Devro PLC -Half Year Results

Underlying results*

Statutory results

 

HY 2018

HY 2017

HY 2018

HY 2017

 

Unaudited

Unaudited

Unaudited

Unaudited

Revenue

£120.2m

£125.2m

£120.2m

£125.2m

Operating profit

£18.4m

£18.1m

£16.2m

£15.0m

Profit before tax**

£14.3m

£14.5m

£10.9m

£10.0m

Basic earnings per share**

6.6p

6.6p

4.7p

5.5p

Interim dividend per share

2.7p

2.7p

2.7p

2.7p

 

*     Underlying figures are stated before exceptional items and net finance cost on pensions (see Alternative Performance Measures section of the Half Year Results Update for definition, explanation and reconciliation to equivalent statutory measures)

**    Underlying figures for HY 2017 have been restated to exclude net finance cost on pensions

 

Highlights

 

·    Good strategic progress, in particular North American plant performance continuing to improve; China average selling price increasing; Fine Ultra for Europe, Japan and SE Asia ready for commercial launch in H2.

·    Revenue of edible collagen casings increased 0.3% at constant currency***

o  Volumes maintained year on year, with strong growth in Continental Europe, Russia and Latin America offset by Asia and, in particular, China where Devro discontinued imports of legacy products.  Volumes excluding Asia up 3%.

o  Price/mix improvements across Europe and China, partially offset by the year-on-year impact of pricing agreements reached in 2017 to secure long-term relationships.

·    Underlying operating profit up 2%, due to stronger performance on manufacturing yields and savings from the Devro 100 programme, partially offset by energy and salary inflation and FX headwinds.
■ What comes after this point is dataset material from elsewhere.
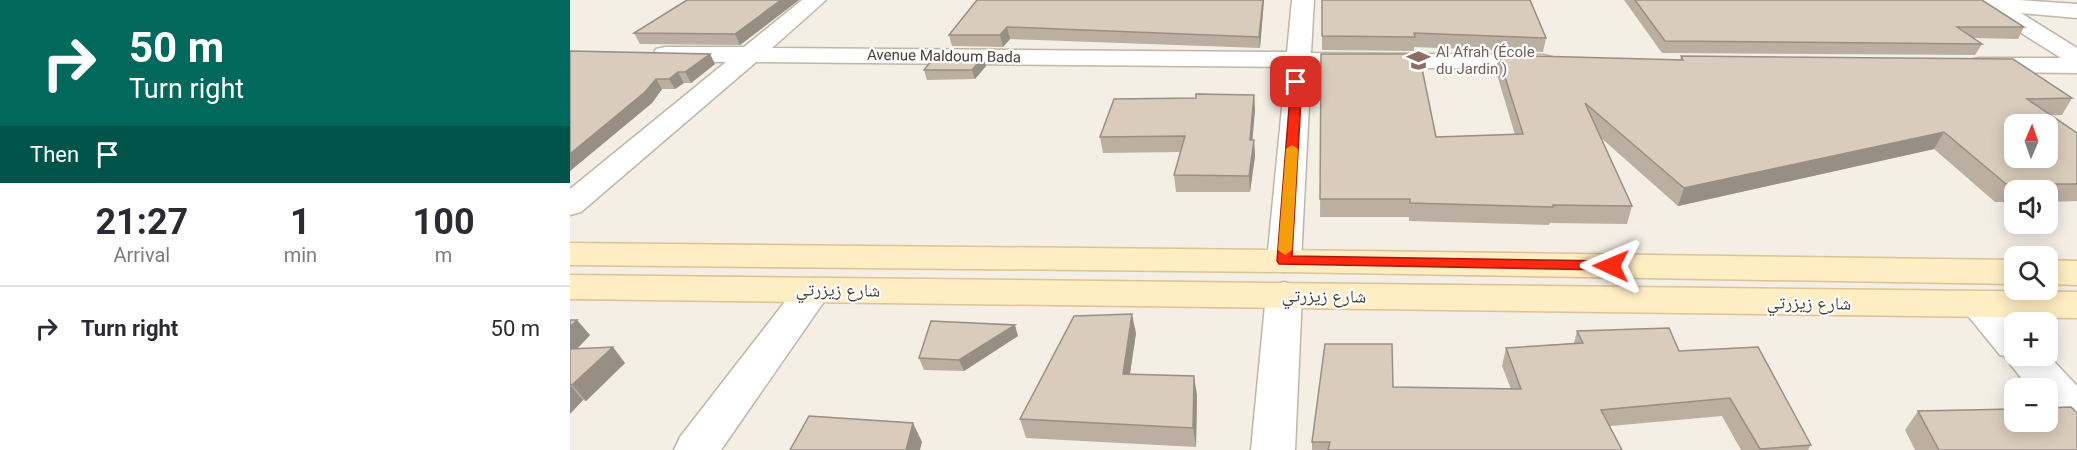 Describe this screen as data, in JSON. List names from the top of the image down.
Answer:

Statutory operating profit up by 8% due to the same factors plus lower exceptional items.

·    Net debt of £147.3m (June 2017: £151.9m).

 

Rutger Helbing, Chief Executive Officer of Devro, commented:

 

“We are making good progress in a range of markets contributing towards our Devro 100 objectives of growing profitable revenue and market share, whilst reducing operating unit costs. In addition, we have significantly improved the North American plant performance, and increased the average selling price in China by 19% through migrating the customer mix towards those that value our differentiated products. Product development of the new Fine Ultra range remains a key focus and the product platform will enter commercial launch during H2 following completion of refinements to reflect local market preferences. The new product platform is an important building block of our growth ambitions, and will begin to be seen in H2 2018 and into 2019.

 

“We are focused on continuing to deliver Devro 100 and the Board's expectations for the full year remain unchanged.”